From: Xiaoguang Wang <[email protected]>
To: [email protected]
Cc: Pavel Begunkov <[email protected]>,
"[email protected]" <[email protected]>,
joseph qi <[email protected]>,
Jiufei Xue <[email protected]>
Subject: Is io_uring framework becoming bloated gradually? and introduces performace regression
Date: Fri, 8 May 2020 23:18:51 +0800 [thread overview]
Message-ID: <[email protected]> (raw)
[-- Attachment #1: Type: text/plain, Size: 2099 bytes --]
hi,
This issue was found when I tested IORING_FEAT_FAST_POLL feature, with the newest
upstream codes, indeed I find that io_uring's performace improvement is not obvious
compared to epoll in my test environment, most of the time they are similar.
Test cases basically comes from:
https://github.com/frevib/io_uring-echo-server/blob/io-uring-feat-fast-poll/benchmarks/benchmarks.md.
In above url, the author's test results shows that io_uring will get a big performace
improvement compared to epoll. I'm still looking into why I don't get the big improvement,
currently don't know why, but I find some obvious regression issue.
I wrote a simple tool based io_uring nop operation to evaluate io_uring framework in
v5.1 and 5.7.0-rc4+(jens's io_uring-5.7 branch), I see a obvious performace regression:
v5.1 kernel:
$sudo taskset -c 60 ./io_uring_nop_stress -r 300 # run 300 seconds
total ios: 1832524960
IOPS: 6108416
5.7.0-rc4+
$sudo taskset -c 60 ./io_uring_nop_stress -r 300
total ios: 1597672304
IOPS: 5325574
it's about 12% performance regression.
Using perf can see many performance bottlenecks, for example, io_submit_sqes is one.
For now, I did't make many analysis yet, just have a look at io_submit_sqes(), there
are many assignment operations in io_init_req(), but I'm not sure whether they are all
needed when req is not needed to be punt to io-wq, for example,
INIT_IO_WORK(&req->work, io_wq_submit_work); # a whole struct assignment
from perf annotate tool, it's an expensive operation, I think reqs that use fast poll
feature use task-work function, so the INIT_IO_WORK maybe not necessary.

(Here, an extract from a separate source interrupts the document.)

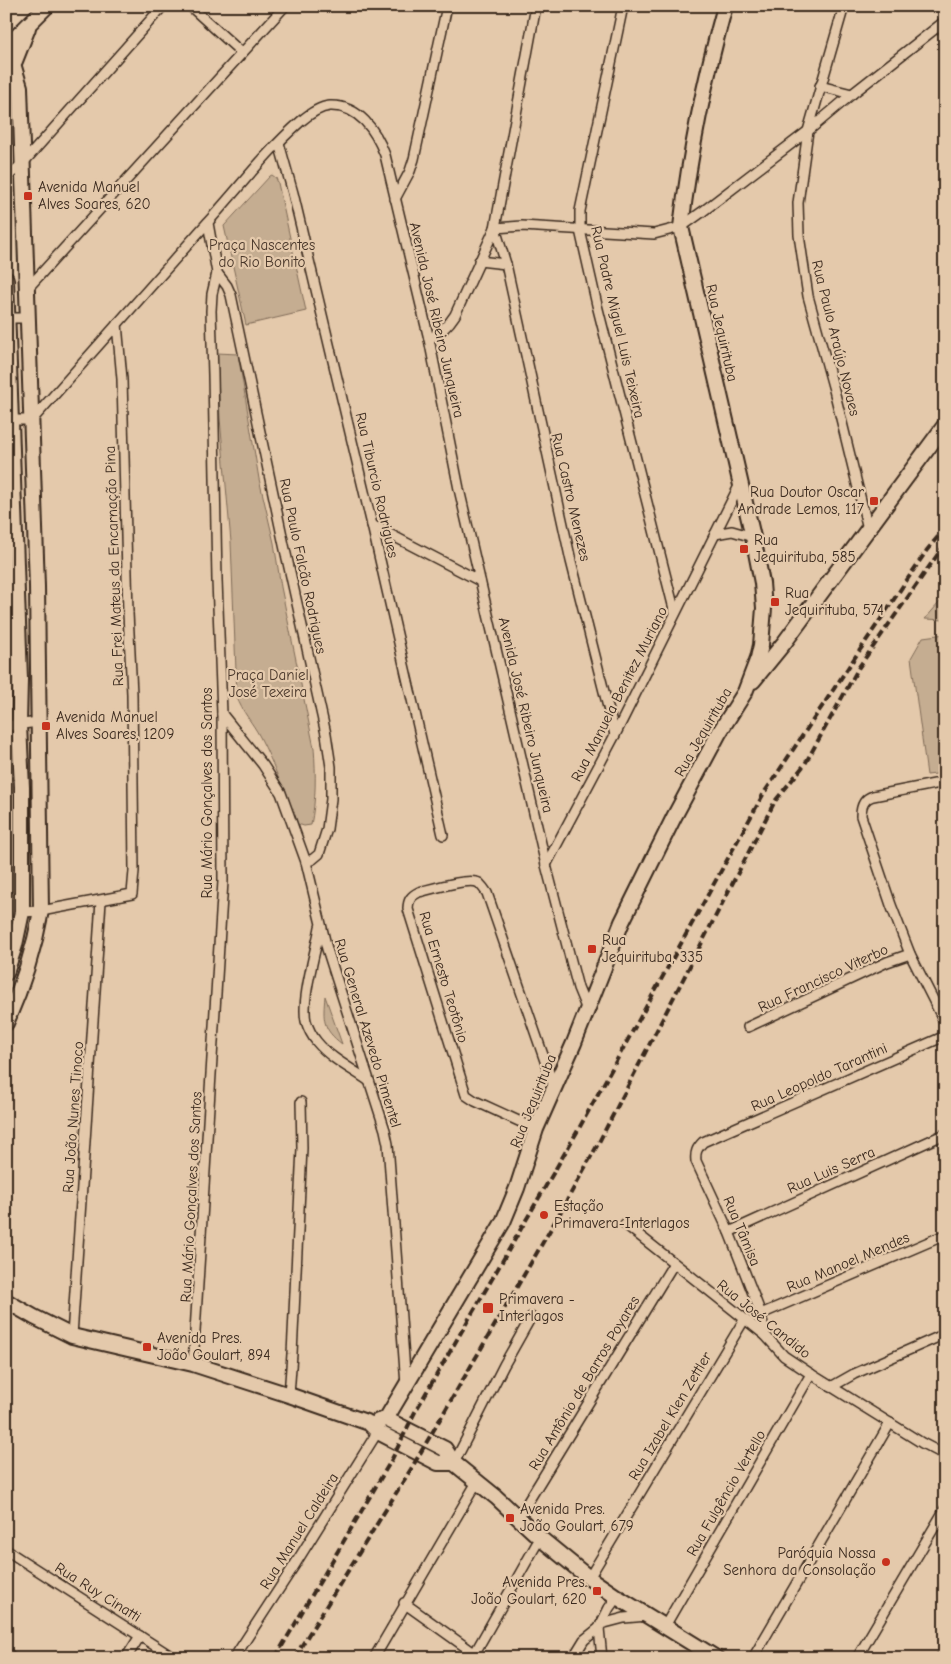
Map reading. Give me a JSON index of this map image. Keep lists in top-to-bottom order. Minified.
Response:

Above is just one issue, what I worry is that whether io_uring is becoming more bloated
gradually, and will not that better to aio. In https://kernel.dk/io_uring.pdf, it says
that io_uring will eliminate 104 bytes copy compared to aio, but see currenct
io_init_req(), io_uring maybe copy more, introducing more overhead? Or does we need to
carefully re-design struct io_kiocb, to reduce overhead as soon as possible.
Regards,
Xiaoguang Wang
[-- Attachment #2: io_uring_nop_stress.c --]
[-- Type: text/plain, Size: 2690 bytes --]
/*
* Description: run various io_uring nop tests
* [email protected]
*
*/
#include <errno.h>
#include <stdio.h>
#include <unistd.h>
#include <stdlib.h>
#include <string.h>
#include <fcntl.h>
#include "liburing.h"
static char *myprog;
static int batch_count = 16;
static int force_async = 0;
static int runtime = 30;
static unsigned long long ios;
static volatile int stop = 0;
static int test_nop(struct io_uring *ring)
{
struct io_uring_cqe *cqe;
struct io_uring_sqe *sqe;
int i, ret;
for (i = 0; i < batch_count; i++) {
sqe = io_uring_get_sqe(ring);
if (!sqe) {
fprintf(stderr, "get sqe failed\n");
goto err;
}
io_uring_prep_nop(sqe);
if (force_async)
sqe->flags |= IOSQE_ASYNC;
}
ret = io_uring_submit(ring);
if (ret <= 0) {
fprintf(stderr, "sqe submit failed: %d\n", ret);
goto err;
}
for (i = 0; i < batch_count; i++) {
ret = io_uring_wait_cqe(ring, &cqe);
if (ret < 0) {
fprintf(stderr, "wait completion %d\n", ret);
goto err;
}
io_uring_cqe_seen(ring, cqe);
}
ios += batch_count;
return 0;
err:
return 1;
}
static void usage(void)
{
printf("Usage: %s -H or\n", myprog);
printf(" %s [-b batch][-a][-r runtime]\n", myprog);
printf(" -b batch submission batch count, default 16\n");
printf(" -r runtime run time, default 30\n");
printf(" -a force asynchronous submission\n");
printf(" -H prints usage and exits\n");
}
static void alarm_handler(int signum)
{
(void)signum;
stop = 1;
}
int main(int argc, char *argv[])
{
struct io_uring ring;
struct sigaction sa;
int ret, c;
const char *opts = "b:ar:";
myprog = argv[0];
while ((c = getopt(argc, argv, opts)) != -1) {
switch (c) {
case 'b':
batch_count = atoi(optarg);
break;
case 'a':
force_async = 1;
break;
case 'r':
runtime = atoi(optarg);
break;
case 'H':
usage();
exit(1);
}
}
if (!batch_count) {
fprintf(stderr, "batch count should be greater than 0\n");
exit(1);
}
if (!runtime) {
printf("run time is zero, are you sure?\n");
return 0;
}
memset(&sa, 0, sizeof(sa));
sa.sa_handler = alarm_handler;
sigemptyset(&sa.sa_mask);
ret = sigaction(SIGALRM, &sa, NULL);
if (ret < 0) {
fprintf(stderr, "sigaction failed: %s", strerror(errno));
exit(1);
}
alarm(runtime);
ret = io_uring_queue_init(batch_count, &ring, 0);
if (ret) {
fprintf(stderr, "ring setup failed: %d\n", ret);
return 1;
}
while (!stop) {
ret = test_nop(&ring);
if (ret) {
fprintf(stderr, "test_nop failed\n");
return ret;
}
}
printf("total ios: %llu\n", ios);
printf("IOPS: %llu\n", ios / runtime);
return 0;
}
next reply other threads:[~2020-05-08 15:18 UTC|newest]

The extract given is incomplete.